--- ASSIGNED TASK ---
Every line of the data below is to be retyped exactly.

--- INFORMATION PROVIDED ---
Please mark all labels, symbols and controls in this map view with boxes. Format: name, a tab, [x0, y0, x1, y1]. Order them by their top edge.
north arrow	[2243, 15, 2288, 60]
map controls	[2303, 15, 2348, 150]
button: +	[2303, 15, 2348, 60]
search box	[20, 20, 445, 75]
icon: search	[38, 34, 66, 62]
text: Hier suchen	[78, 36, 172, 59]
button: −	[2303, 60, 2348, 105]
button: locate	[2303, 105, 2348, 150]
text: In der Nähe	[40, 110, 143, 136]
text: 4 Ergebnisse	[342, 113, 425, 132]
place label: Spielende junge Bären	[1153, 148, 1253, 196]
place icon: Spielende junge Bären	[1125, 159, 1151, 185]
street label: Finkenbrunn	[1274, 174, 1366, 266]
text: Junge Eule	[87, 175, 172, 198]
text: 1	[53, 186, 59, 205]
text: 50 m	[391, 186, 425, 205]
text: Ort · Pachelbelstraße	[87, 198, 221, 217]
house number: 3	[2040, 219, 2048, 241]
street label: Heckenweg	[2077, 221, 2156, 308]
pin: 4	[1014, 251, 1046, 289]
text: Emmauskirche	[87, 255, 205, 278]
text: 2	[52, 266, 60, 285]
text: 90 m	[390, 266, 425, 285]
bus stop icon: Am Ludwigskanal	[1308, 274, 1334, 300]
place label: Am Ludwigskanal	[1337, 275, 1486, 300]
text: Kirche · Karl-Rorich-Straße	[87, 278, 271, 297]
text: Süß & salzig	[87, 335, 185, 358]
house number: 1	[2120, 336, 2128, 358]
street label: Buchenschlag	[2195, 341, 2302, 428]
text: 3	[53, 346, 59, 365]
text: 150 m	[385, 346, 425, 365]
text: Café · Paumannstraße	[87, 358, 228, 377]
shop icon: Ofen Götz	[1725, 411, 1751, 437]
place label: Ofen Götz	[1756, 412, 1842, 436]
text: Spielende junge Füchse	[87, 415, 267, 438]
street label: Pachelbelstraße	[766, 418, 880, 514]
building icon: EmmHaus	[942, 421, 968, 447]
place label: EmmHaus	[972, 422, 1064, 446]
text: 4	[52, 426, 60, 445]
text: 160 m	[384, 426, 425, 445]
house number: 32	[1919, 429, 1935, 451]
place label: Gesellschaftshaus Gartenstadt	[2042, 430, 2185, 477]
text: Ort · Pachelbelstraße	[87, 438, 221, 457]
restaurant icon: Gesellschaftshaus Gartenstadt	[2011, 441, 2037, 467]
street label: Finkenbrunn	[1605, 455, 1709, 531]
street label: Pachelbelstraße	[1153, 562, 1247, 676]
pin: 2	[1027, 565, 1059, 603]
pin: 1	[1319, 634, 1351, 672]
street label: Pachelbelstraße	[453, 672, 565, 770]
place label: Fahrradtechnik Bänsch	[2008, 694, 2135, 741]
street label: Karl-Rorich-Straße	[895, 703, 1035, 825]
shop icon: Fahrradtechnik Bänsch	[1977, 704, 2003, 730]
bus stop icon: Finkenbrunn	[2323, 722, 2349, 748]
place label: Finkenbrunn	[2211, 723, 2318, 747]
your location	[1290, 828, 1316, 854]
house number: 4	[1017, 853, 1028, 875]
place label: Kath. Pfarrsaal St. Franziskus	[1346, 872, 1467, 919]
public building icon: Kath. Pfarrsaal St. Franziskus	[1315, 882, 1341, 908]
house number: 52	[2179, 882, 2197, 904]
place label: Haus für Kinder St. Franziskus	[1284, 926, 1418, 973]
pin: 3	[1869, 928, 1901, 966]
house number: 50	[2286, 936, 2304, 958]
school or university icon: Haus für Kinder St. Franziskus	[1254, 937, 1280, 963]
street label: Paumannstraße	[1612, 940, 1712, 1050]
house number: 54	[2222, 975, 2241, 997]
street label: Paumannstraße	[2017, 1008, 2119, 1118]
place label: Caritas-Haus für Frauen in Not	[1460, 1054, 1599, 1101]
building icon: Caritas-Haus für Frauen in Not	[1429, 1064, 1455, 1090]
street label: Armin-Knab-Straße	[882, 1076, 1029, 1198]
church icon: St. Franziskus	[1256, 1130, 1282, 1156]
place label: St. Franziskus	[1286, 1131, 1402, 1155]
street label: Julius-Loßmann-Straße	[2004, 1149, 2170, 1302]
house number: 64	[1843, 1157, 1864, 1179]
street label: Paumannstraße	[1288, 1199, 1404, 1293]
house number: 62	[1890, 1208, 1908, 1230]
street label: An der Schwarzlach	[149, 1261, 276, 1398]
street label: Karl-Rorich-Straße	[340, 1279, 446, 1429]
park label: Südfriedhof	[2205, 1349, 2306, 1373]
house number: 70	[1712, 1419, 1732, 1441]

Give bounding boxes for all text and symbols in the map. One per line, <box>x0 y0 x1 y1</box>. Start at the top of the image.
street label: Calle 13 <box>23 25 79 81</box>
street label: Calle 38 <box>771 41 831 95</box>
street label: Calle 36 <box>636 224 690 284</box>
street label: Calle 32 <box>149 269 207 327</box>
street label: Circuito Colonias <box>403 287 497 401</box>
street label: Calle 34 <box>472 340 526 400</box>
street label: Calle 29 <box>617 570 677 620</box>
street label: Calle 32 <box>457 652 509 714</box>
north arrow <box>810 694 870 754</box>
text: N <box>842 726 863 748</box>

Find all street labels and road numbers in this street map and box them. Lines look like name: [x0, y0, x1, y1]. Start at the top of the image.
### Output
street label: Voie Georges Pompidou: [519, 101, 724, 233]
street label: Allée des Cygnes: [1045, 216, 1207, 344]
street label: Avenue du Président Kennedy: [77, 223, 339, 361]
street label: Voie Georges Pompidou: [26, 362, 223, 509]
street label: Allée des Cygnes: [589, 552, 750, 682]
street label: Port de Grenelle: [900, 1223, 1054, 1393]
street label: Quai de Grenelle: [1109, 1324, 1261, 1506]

--- ANSWER FOR THIS EXERCISE ---
Please mark all labels, symbols and controls in this map view with boxes. Format: name, a tab, [x0, y0, x1, y1]. Order them by their top edge.
north arrow	[2243, 15, 2288, 60]
map controls	[2303, 15, 2348, 150]
button: +	[2303, 15, 2348, 60]
search box	[20, 20, 445, 75]
icon: search	[38, 34, 66, 62]
text: Hier suchen	[78, 36, 172, 59]
button: −	[2303, 60, 2348, 105]
button: locate	[2303, 105, 2348, 150]
text: In der Nähe	[40, 110, 143, 136]
text: 4 Ergebnisse	[342, 113, 425, 132]
place label: Spielende junge Bären	[1153, 148, 1253, 196]
place icon: Spielende junge Bären	[1125, 159, 1151, 185]
street label: Finkenbrunn	[1274, 174, 1366, 266]
text: Junge Eule	[87, 175, 172, 198]
text: 1	[53, 186, 59, 205]
text: 50 m	[391, 186, 425, 205]
text: Ort · Pachelbelstraße	[87, 198, 221, 217]
house number: 3	[2040, 219, 2048, 241]
street label: Heckenweg	[2077, 221, 2156, 308]
pin: 4	[1014, 251, 1046, 289]
text: Emmauskirche	[87, 255, 205, 278]
text: 2	[52, 266, 60, 285]
text: 90 m	[390, 266, 425, 285]
bus stop icon: Am Ludwigskanal	[1308, 274, 1334, 300]
place label: Am Ludwigskanal	[1337, 275, 1486, 300]
text: Kirche · Karl-Rorich-Straße	[87, 278, 271, 297]
text: Süß & salzig	[87, 335, 185, 358]
house number: 1	[2120, 336, 2128, 358]
street label: Buchenschlag	[2195, 341, 2302, 428]
text: 3	[53, 346, 59, 365]
text: 150 m	[385, 346, 425, 365]
text: Café · Paumannstraße	[87, 358, 228, 377]
shop icon: Ofen Götz	[1725, 411, 1751, 437]
place label: Ofen Götz	[1756, 412, 1842, 436]
text: Spielende junge Füchse	[87, 415, 267, 438]
street label: Pachelbelstraße	[766, 418, 880, 514]
building icon: EmmHaus	[942, 421, 968, 447]
place label: EmmHaus	[972, 422, 1064, 446]
text: 4	[52, 426, 60, 445]
text: 160 m	[384, 426, 425, 445]
house number: 32	[1919, 429, 1935, 451]
place label: Gesellschaftshaus Gartenstadt	[2042, 430, 2185, 477]
text: Ort · Pachelbelstraße	[87, 438, 221, 457]
restaurant icon: Gesellschaftshaus Gartenstadt	[2011, 441, 2037, 467]
street label: Finkenbrunn	[1605, 455, 1709, 531]
street label: Pachelbelstraße	[1153, 562, 1247, 676]
pin: 2	[1027, 565, 1059, 603]
pin: 1	[1319, 634, 1351, 672]
street label: Pachelbelstraße	[453, 672, 565, 770]
place label: Fahrradtechnik Bänsch	[2008, 694, 2135, 741]
street label: Karl-Rorich-Straße	[895, 703, 1035, 825]
shop icon: Fahrradtechnik Bänsch	[1977, 704, 2003, 730]
bus stop icon: Finkenbrunn	[2323, 722, 2349, 748]
place label: Finkenbrunn	[2211, 723, 2318, 747]
your location	[1290, 828, 1316, 854]
house number: 4	[1017, 853, 1028, 875]
place label: Kath. Pfarrsaal St. Franziskus	[1346, 872, 1467, 919]
public building icon: Kath. Pfarrsaal St. Franziskus	[1315, 882, 1341, 908]
house number: 52	[2179, 882, 2197, 904]
place label: Haus für Kinder St. Franziskus	[1284, 926, 1418, 973]
pin: 3	[1869, 928, 1901, 966]
house number: 50	[2286, 936, 2304, 958]
school or university icon: Haus für Kinder St. Franziskus	[1254, 937, 1280, 963]
street label: Paumannstraße	[1612, 940, 1712, 1050]
house number: 54	[2222, 975, 2241, 997]
street label: Paumannstraße	[2017, 1008, 2119, 1118]
place label: Caritas-Haus für Frauen in Not	[1460, 1054, 1599, 1101]
building icon: Caritas-Haus für Frauen in Not	[1429, 1064, 1455, 1090]
street label: Armin-Knab-Straße	[882, 1076, 1029, 1198]
church icon: St. Franziskus	[1256, 1130, 1282, 1156]
place label: St. Franziskus	[1286, 1131, 1402, 1155]
street label: Julius-Loßmann-Straße	[2004, 1149, 2170, 1302]
house number: 64	[1843, 1157, 1864, 1179]
street label: Paumannstraße	[1288, 1199, 1404, 1293]
house number: 62	[1890, 1208, 1908, 1230]
street label: An der Schwarzlach	[149, 1261, 276, 1398]
street label: Karl-Rorich-Straße	[340, 1279, 446, 1429]
park label: Südfriedhof	[2205, 1349, 2306, 1373]
house number: 70	[1712, 1419, 1732, 1441]

Give bounding boxes for all text and symbols in the map. One per line, <box>x0 y0 x1 y1</box>. Start at the top of the image.
street label: Calle 13 <box>23 25 79 81</box>
street label: Calle 38 <box>771 41 831 95</box>
street label: Calle 36 <box>636 224 690 284</box>
street label: Calle 32 <box>149 269 207 327</box>
street label: Circuito Colonias <box>403 287 497 401</box>
street label: Calle 34 <box>472 340 526 400</box>
street label: Calle 29 <box>617 570 677 620</box>
street label: Calle 32 <box>457 652 509 714</box>
north arrow <box>810 694 870 754</box>
text: N <box>842 726 863 748</box>

Find all street labels and road numbers in this street map and box them. Lines look like name: [x0, y0, x1, y1]. Start at the top of the image.
### Output
street label: Voie Georges Pompidou: [519, 101, 724, 233]
street label: Allée des Cygnes: [1045, 216, 1207, 344]
street label: Avenue du Président Kennedy: [77, 223, 339, 361]
street label: Voie Georges Pompidou: [26, 362, 223, 509]
street label: Allée des Cygnes: [589, 552, 750, 682]
street label: Port de Grenelle: [900, 1223, 1054, 1393]
street label: Quai de Grenelle: [1109, 1324, 1261, 1506]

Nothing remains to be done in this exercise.